Oh, hell. Let’s just try it.

Huh

For some reason Snagit is giving me fits. Anyway, look at that. I used a ruler on the screen to draw the lines. A few people have commented that they really like this picture. You have to look closely to even see Mark in the upper right. But, the rocks, the tree, the white water, and the bank do converge in that upper right focal point with nearly mathematical precision. I swear, I randomly picked this picture as the first in the gallery. With that, you would think (I would think) that color has very little to do with this image’s efficacy.  And yet….

Cry me a river

I find this less compelling. (And Mark is practically gone.) Not that there aren’t things I couldn’t do in the dark room to work on this, but I simply wouldn’t bother. It doesn’t move me. (Although on 3rd and 4th views, I might be convinced…I like the trees up top.)
It goes on.
Rock, or mountain range
When I took this, I was drawn buy the abstractness of scale, the texture, and the subtly wild (can I say that)? colors. You would think that with all of that muscular motion in the rock this shot would love B&W, or B&W would love this shot.

Unrequited love

Not only does it not work, it is not nearly as luminous in B&W. I would’ve expected that to translate.

And more of that ilk.

Here is an interesting shot. I took this specifically to show that the fish in the main stem of the Elwha have almost none of the typical green coloration of a rainbow trout.

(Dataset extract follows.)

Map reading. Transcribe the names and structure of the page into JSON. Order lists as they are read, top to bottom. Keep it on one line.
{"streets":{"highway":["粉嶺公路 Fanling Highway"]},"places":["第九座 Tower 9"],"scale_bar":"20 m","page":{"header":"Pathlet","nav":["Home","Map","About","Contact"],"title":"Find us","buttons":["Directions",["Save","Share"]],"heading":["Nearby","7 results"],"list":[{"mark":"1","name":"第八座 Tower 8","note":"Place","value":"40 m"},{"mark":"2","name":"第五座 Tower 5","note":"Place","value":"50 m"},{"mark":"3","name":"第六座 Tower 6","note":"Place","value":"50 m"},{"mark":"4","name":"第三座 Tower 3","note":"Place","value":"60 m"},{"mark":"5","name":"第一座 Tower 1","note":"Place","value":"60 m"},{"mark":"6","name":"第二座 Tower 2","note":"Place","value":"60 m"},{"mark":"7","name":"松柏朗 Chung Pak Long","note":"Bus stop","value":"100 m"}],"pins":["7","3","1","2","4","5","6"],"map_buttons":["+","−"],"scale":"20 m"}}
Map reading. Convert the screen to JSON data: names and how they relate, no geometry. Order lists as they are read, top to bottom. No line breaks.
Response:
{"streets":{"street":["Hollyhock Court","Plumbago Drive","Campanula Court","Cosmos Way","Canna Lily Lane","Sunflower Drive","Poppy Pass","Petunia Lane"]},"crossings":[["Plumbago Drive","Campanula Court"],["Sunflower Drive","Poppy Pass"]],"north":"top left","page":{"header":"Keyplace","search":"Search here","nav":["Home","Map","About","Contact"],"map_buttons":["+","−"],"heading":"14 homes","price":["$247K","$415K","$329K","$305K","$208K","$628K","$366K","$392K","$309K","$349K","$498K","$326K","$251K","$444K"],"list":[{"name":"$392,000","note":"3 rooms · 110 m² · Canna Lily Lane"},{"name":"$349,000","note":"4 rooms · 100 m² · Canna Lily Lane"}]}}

When I converted it to B&W, I at first mixed them up.

(As an aside, compare this to a fish I caught just a few miles away in a tributary, which I later learned was stocked with a separate strain of fish, why I could not tell you:

Lillian 'bow

)
Although I have gorgeous B&W mushroom shots, some of my favorite shots, none of the ones I took on this trip converted well at all.

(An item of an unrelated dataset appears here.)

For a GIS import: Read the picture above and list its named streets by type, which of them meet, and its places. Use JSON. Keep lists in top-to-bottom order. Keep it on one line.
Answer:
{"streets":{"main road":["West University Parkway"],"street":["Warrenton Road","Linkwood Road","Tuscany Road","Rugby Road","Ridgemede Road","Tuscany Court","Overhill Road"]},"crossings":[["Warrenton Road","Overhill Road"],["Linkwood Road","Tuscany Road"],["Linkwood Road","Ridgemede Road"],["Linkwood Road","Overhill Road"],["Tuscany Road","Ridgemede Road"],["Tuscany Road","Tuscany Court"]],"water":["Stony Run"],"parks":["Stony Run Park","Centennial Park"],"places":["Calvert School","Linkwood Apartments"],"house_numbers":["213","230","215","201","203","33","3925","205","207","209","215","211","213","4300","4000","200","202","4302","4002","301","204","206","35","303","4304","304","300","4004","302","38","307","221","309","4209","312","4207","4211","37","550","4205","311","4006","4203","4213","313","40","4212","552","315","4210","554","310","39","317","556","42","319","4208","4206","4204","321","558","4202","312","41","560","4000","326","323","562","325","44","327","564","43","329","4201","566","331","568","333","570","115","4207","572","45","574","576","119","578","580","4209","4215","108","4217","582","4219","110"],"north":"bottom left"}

I was especially surprised about the staghorn moss which I thought would really convert well. I once did an entire photo shoot of staghorn.

Oh, oh, this one is beginning to grow a little on me too, as I edit the post. That’s good, right?
This shot screamed luminosity to me.

But it fell on deaf ears. This is a great example of the Zone System, had I shot that on film I would carefully have put the high lights on Zone 7, over-exposing by two more stops than the color version and gotten them to look white and not pallid grey.

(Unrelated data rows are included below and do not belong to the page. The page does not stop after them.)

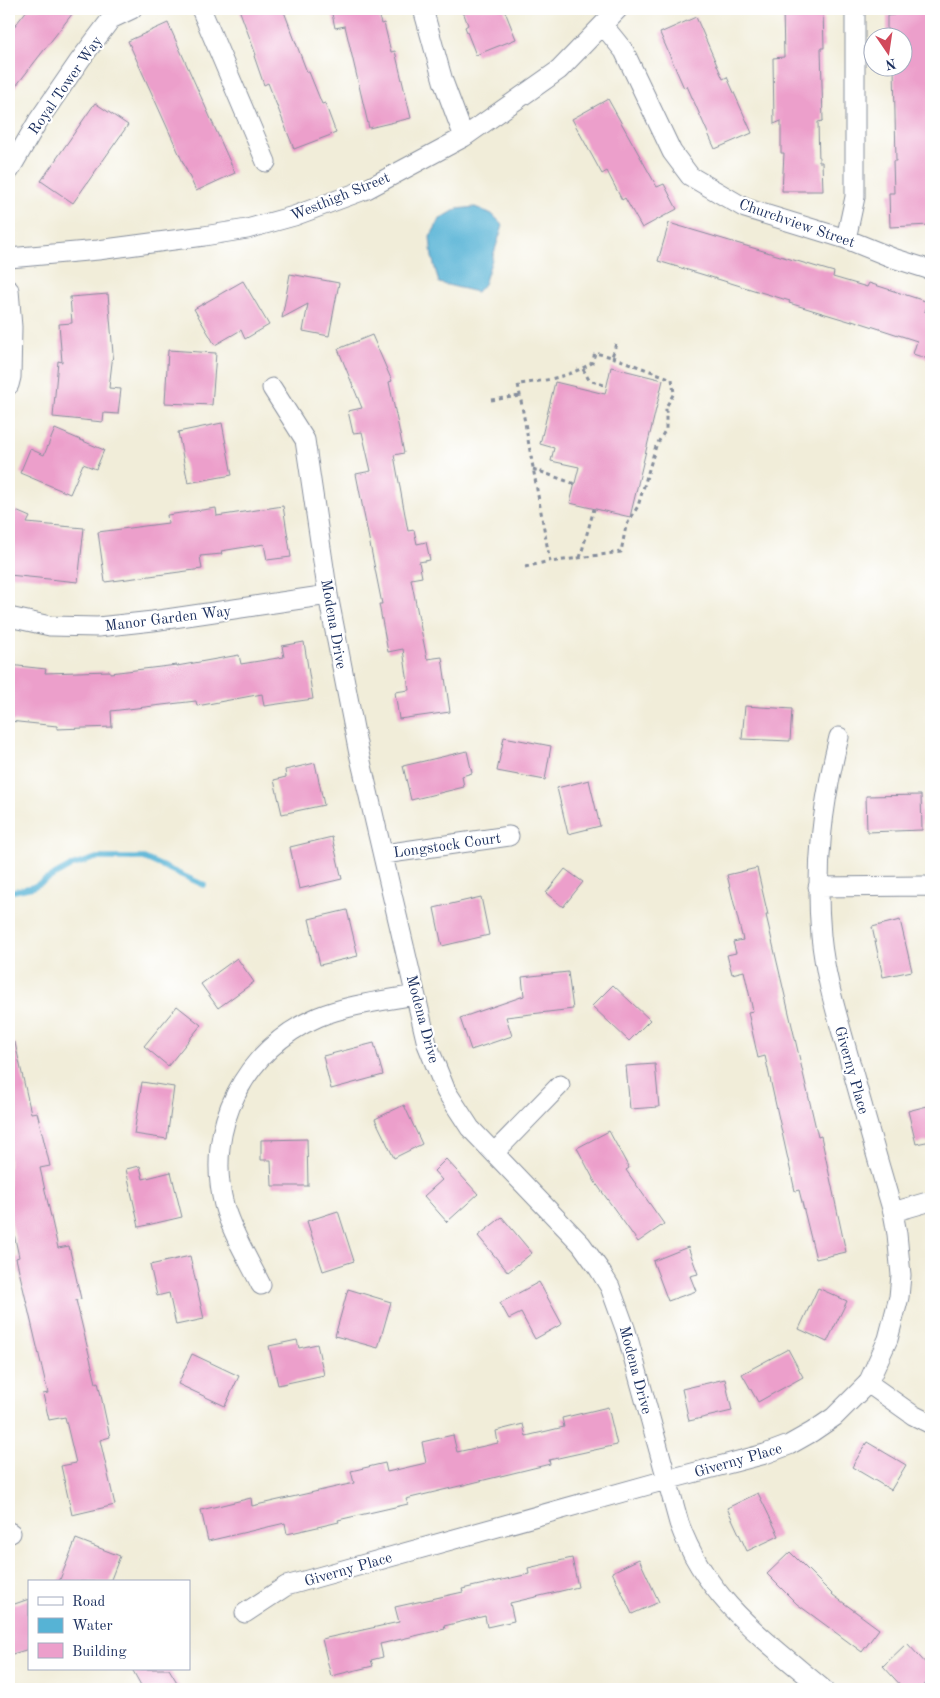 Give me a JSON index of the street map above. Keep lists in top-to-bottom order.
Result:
{
  "streets": {
    "street": [
      "Royal Tower Way",
      "Westhigh Street",
      "Churchview Street",
      "Manor Garden Way",
      "Modena Drive",
      "Longstock Court",
      "Giverny Place"
    ]
  },
  "crossings": [
    ["Westhigh Street", "Churchview Street"],
    ["Manor Garden Way", "Modena Drive"],
    ["Modena Drive", "Longstock Court"],
    ["Modena Drive", "Giverny Place"]
  ],
  "legend": ["Road", "Water", "Building"],
  "north": "bottom"
}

I did get some interesting conversions of fish shots, but I would consider it compounded errors because I couldn’t find my polarizing filter, and that added to the “oil slick” effect. Still, on film…I might just print that.


And I rotated it. So there.
This was the only one I wished I had on Medium Format

I actually made it my FB avatar, even though it doesn’t quite show what I was aiming for, which was the standing wave behind the rock being about a foot above the water in front.
A sharp eye would notice that these are actually not the same exposure. The same image in B&W, not so good. That is a subtle and power lesson on what can make or break a shot.

So much like the hike, I rambled, perhaps stumbled, through this post.  I did learn that innately I must think differently when I shoot in color.  The effects of luminosity, contrast, texture and other aspects that draw me to a shot I would print are not the same as the digital snapshots I take. It was a revelation.